Dependency of the error on \(\epsilon \)

Full size image

3.6 Dependency on the number of households

To successfully use differential privacy methods it is crucial to have reasonable utility. Turned another way round one can ask the question, how the error increases when the sample size decreases.

The result is shown in Fig. 8 (blue line with pluses). At current state differential privacy is very likely not suited for small neighborhoods in the size of hundreds.

Fig. 8
figure 8

Dependency of the error on the size of the aggregation group

Full size image

Again one can compare the result with a theoretical extrapolation. Ignoring the effect of smoothing the noise is independent on the sample size N. This can directly be seen from (15), so the nominator of the relative error terms (5) does not depend on N. However, the denominators \(f_t\) are proportional to N due to (3). Therefore, one can expect that the relative error decreases with 1 / N, i.e.

$$\begin{aligned} \hat{\mathrm {err}}(N) = \frac{14{,}052}{N} \cdot \mathrm {err}(14{,}052). \end{aligned}$$
(22)

This is roughly the case: the error extrapolated from \(N=14{,}052\) (red curve with o) is rather near to the measured one (Fig. 8). Although the relative error is a factor of 2 wrong at a sample size of 500, this is not very bad considering the fact that the extrapolation from 14,052 to 500 is roughly a factor of 28. Again, the measured error is here robustly estimated as the median relative error over 30 trials and all time points. For each trial, a subsample of the right size has been sampled with replacement from the total of 14,052 load curves.

4 Conclusion and outlook

In this paper, differential privacy is applied on real smart metering consumption data for the first time. More specifically, differential privacy is applied on the aggregate of time-series consisting of daily load profiles of real smart metering consumption data.

The paper focuses on the assessment of the practical utility that can be reached. The main finding is that even after some improvements of the basic method the aggregation group size must be of the order of thousands of smart meters in order to have reasonable utility. The dependence of the utility on various parameters is thoroughly investigated. Smoothing significantly improved the utility without destroying differential privacy.

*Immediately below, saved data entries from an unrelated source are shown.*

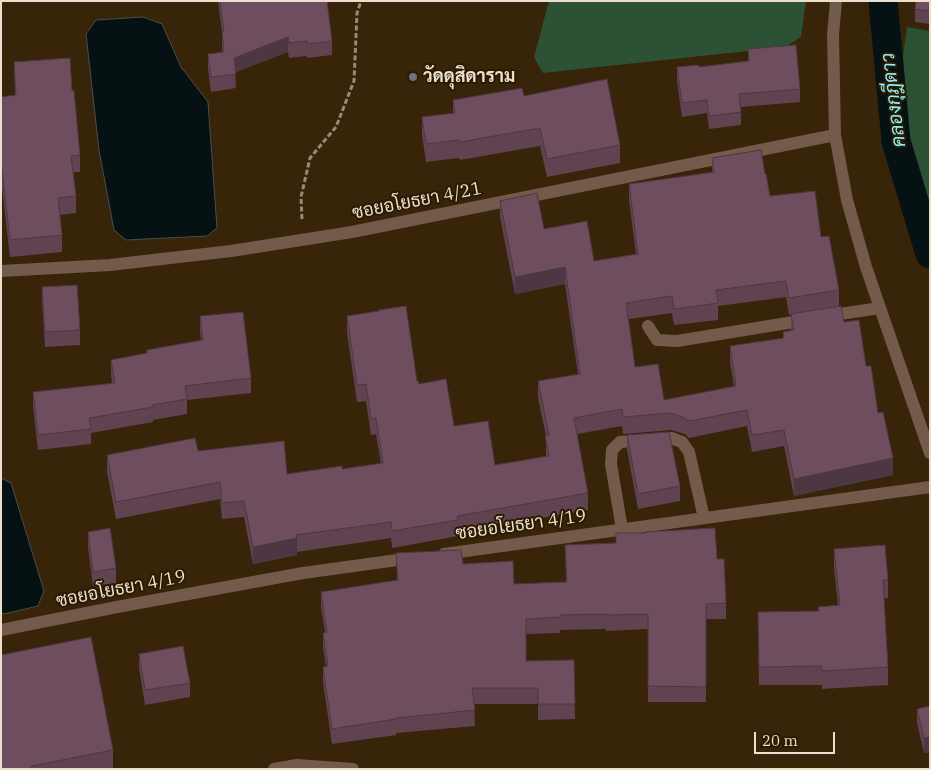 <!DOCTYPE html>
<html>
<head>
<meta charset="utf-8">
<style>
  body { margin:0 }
  #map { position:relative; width:931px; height:770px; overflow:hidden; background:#372409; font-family:"IBM Plex Serif",serif }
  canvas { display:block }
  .frame { position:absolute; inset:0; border:2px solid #ebdfcf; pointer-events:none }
  .scale { position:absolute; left:754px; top:732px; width:81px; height:22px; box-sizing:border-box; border:2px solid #ebdfcf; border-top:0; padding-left:6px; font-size:15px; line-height:18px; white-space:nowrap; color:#ebdfcf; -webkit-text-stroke:4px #2c1a01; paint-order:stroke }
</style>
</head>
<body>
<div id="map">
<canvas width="931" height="770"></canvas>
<div class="frame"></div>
<div class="scale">20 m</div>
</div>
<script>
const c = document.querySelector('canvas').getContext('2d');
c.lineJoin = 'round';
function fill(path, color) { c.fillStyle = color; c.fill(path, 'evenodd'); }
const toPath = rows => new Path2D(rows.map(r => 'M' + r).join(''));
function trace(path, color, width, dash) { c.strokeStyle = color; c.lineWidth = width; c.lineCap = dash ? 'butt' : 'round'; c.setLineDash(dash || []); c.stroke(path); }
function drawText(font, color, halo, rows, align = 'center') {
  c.font = font + ' "IBM Plex Serif",Sarabun,serif'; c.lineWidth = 4; c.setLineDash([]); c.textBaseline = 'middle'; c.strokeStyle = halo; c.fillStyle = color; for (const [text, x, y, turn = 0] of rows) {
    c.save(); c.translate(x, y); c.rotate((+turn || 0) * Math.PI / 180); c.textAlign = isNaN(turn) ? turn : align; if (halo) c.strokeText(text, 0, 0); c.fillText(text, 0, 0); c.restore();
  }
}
fill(toPath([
  [549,1,806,1,801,37,785,47,543,73,534,57],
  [907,27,930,31,930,208,908,137,903,56]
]), '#2d5134');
const water = toPath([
  [143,17,162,24,181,67,208,102,217,228,207,236,126,240,114,230,99,150,86,34,96,20,143,17],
  [1,478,11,483,44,591,38,606,4,614,1,612,1,478]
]);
fill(water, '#051112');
trace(water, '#4a4f4b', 1);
trace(toPath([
  [883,1,896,141,930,254]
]), '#051112', 29);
trace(toPath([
  [302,219,301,197,310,158,336,127,354,81,357,13,361,1]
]), '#998a75', 3, [5, 2.5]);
trace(toPath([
  [836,1,833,35,835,135,847,200,866,267,930,453],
  [1,271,110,265,231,251,352,232,835,135],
  [826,316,880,308],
  [648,326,657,340,677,341,806,320],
  [622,529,611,464,612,450,620,442,671,438,682,442,689,452,704,518],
  [444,554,930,487],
  [1,630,117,607,303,573,412,558],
  [274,769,297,765,353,769]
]), '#735a4b', 12);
fill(toPath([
  [218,1,327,1,332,41,332,55,307,58,307,56,289,58,288,52,235,72,236,88,211,92,208,69,208,54,222,52,222,31],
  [930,1,930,24,915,22,915,9],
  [748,49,800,89,800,102,741,107,741,125,709,129,707,113,682,117,677,81,677,67,699,67,748,61],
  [14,62,72,91,80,155,80,172,73,172,76,196,76,213,60,215,62,235,62,252,10,257,1,179,1,97,15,96],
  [524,96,620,145,620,163,547,177,540,146,460,160,459,158,426,162,422,135,422,117,453,113,453,100],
  [712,158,765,174,770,196,821,237,839,290,839,306,844,322,866,366,878,413,893,475,794,496,784,446,752,452,747,426,689,438,685,434,671,430,623,434,622,426,577,434,588,493,588,510,458,532,458,536,392,548,391,538,297,552,297,555,253,564,244,517,222,519,220,499,116,519,107,472,107,455,198,451,287,474,342,469,381,464,376,434,371,435,366,401,357,402,347,333,347,316,417,381,419,384,454,426,495,465,546,456,546,436,538,398,538,381,578,374,565,284,515,294,500,217,500,201,594,261,636,254,629,200,629,184,712,173],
  [786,297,789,315,791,314,791,330,783,332,783,338,730,346,730,363,734,386,664,400,635,367,629,319,672,313,674,325,718,320,718,306],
  [42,287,80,330,80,345,45,347,42,302],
  [200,316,251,378,251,393,187,400,187,414,153,420,153,422,91,433,91,444,38,450,33,407,33,392,112,384,111,374,111,360,147,353,147,350,201,340,200,331],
  [627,435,680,486,680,501,638,509,627,450],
  [88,532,116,568,116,583,93,586,88,547],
  [565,545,717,559,726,603,726,619,706,619,706,702,648,702,648,629,606,631,606,629,560,630,560,633,526,634,526,661,574,660,575,719,538,720,538,704,474,704,475,726,396,733,396,735,332,744,323,682,323,667,326,666,323,648,323,633,325,632,321,607,321,592,397,580,396,553,463,564,514,584,566,582],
  [834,549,888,580,888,598,884,598,888,667,888,685,822,689,822,685,759,685,758,612,818,611,838,605,834,567],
  [139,654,190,683,190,697,145,705,139,668],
  [930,706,930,752,924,753,917,723,917,709],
  [113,750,113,769,1,769]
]), '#5f4351');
fill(toPath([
  [288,37,288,52,234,73,234,58],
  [565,267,565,284,515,294,515,277],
  [893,458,893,475,794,496,794,479],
  [297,538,297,555,253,564,253,547],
  [930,737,930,752,924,753,924,738]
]), '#4d3742');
const building = toPath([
  [220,1,327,1,332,41,307,44,307,41,289,43,288,37,234,58,236,74,211,77,208,54,224,52,222,31,224,31,220,1],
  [916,1,930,1,930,11,915,9,916,1],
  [796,45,800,89,739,94,741,112,709,116,707,100,682,103,677,67,699,65,699,67,749,61,748,49,796,45],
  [70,58,72,91,74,90,80,155,71,156,76,196,58,198,62,235,10,240,1,162,1,97,16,95,14,62,70,58],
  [607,79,620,145,547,159,540,128,460,142,459,140,426,144,422,117,455,113,453,100,522,88,524,96,607,79],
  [761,150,765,174,766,174,770,196,815,191,821,237,829,236,839,290,789,298,786,281,716,290,718,303,674,309,672,296,626,303,635,367,658,364,664,400,736,386,730,346,784,338,783,332,794,330,791,314,841,306,844,322,859,320,866,366,871,366,878,413,883,412,893,458,794,479,784,430,752,435,747,410,689,421,685,418,671,413,623,417,622,409,574,418,588,493,457,516,458,520,392,531,391,522,296,535,297,538,253,547,244,501,222,503,220,482,116,502,107,455,195,438,198,451,284,441,287,474,342,466,342,469,383,463,376,418,371,419,366,384,357,385,347,316,379,311,379,310,406,306,417,381,418,381,419,384,446,379,454,426,488,421,495,465,549,456,545,436,549,435,538,381,580,374,565,267,515,277,500,201,537,193,544,229,587,221,594,261,638,254,629,184,714,172,712,158,761,150],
  [77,285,80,330,45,332,42,287,77,285],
  [243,312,251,378,185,386,187,399,152,405,153,407,89,418,91,429,38,435,33,392,115,383,111,360,147,353,147,350,203,340,200,316,243,312],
  [669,432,680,486,638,494,627,435,669,432],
  [110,528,116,568,93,572,88,532,110,528],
  [715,528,717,559,724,559,726,603,706,604,706,687,648,686,648,614,606,615,606,614,560,615,560,617,526,619,526,661,574,660,575,704,538,704,538,688,472,688,475,710,396,718,396,719,332,729,323,667,328,666,323,633,327,632,321,592,398,580,396,553,461,550,463,564,513,561,514,584,567,582,565,545,616,543,616,533,646,533,645,532,715,528],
  [885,545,888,580,883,580,888,667,822,671,822,666,759,667,758,612,819,611,818,607,840,605,834,549,885,545],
  [91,637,113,750,32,766,31,769,1,769,1,655,91,637],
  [183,646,190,683,145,690,139,654,183,646],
  [930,706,930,737,924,738,917,709,930,706]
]);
fill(building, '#6e4e5e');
trace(building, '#4d3742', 1);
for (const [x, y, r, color] of [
  [413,77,5,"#6b7280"]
]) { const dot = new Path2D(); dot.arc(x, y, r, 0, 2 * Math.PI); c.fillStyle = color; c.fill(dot); trace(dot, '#2c1a01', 2); }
drawText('bold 18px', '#ebdfcf', '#2c1a01', [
  ["วัดดุสิดาราม",423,77]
], 'left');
drawText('18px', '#ebdfcf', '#2c1a01', [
  ["ซอยอโยธยา 4/21",417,201,-11],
  ["ซอยอโยธยา 4/19",521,525,-8],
  ["ซอยอโยธยา 4/19",121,589,-11]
]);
drawText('italic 19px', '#8cf3fb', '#2c1a01', [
  ["คลองกุฎีดาว",894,100,-97]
]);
</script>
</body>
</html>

The practical application of differential privacy shows several open points. A practical way of privately determining the sensitivity still needs to be found. This could be done in a straightforward manner using secure comparison protocols, however these are known to be expensive. The filter length of the smoothing operation was chosen based on knowledge of the exact aggregate. An alternative, private way to set this parameter needs to be established. In order to be applicable for smaller aggregation group sizes the utility of differential privacy still needs to be improved further. An approach similar to that of [19] but using a wavelet instead of a Fourier transformation could be a promising approach.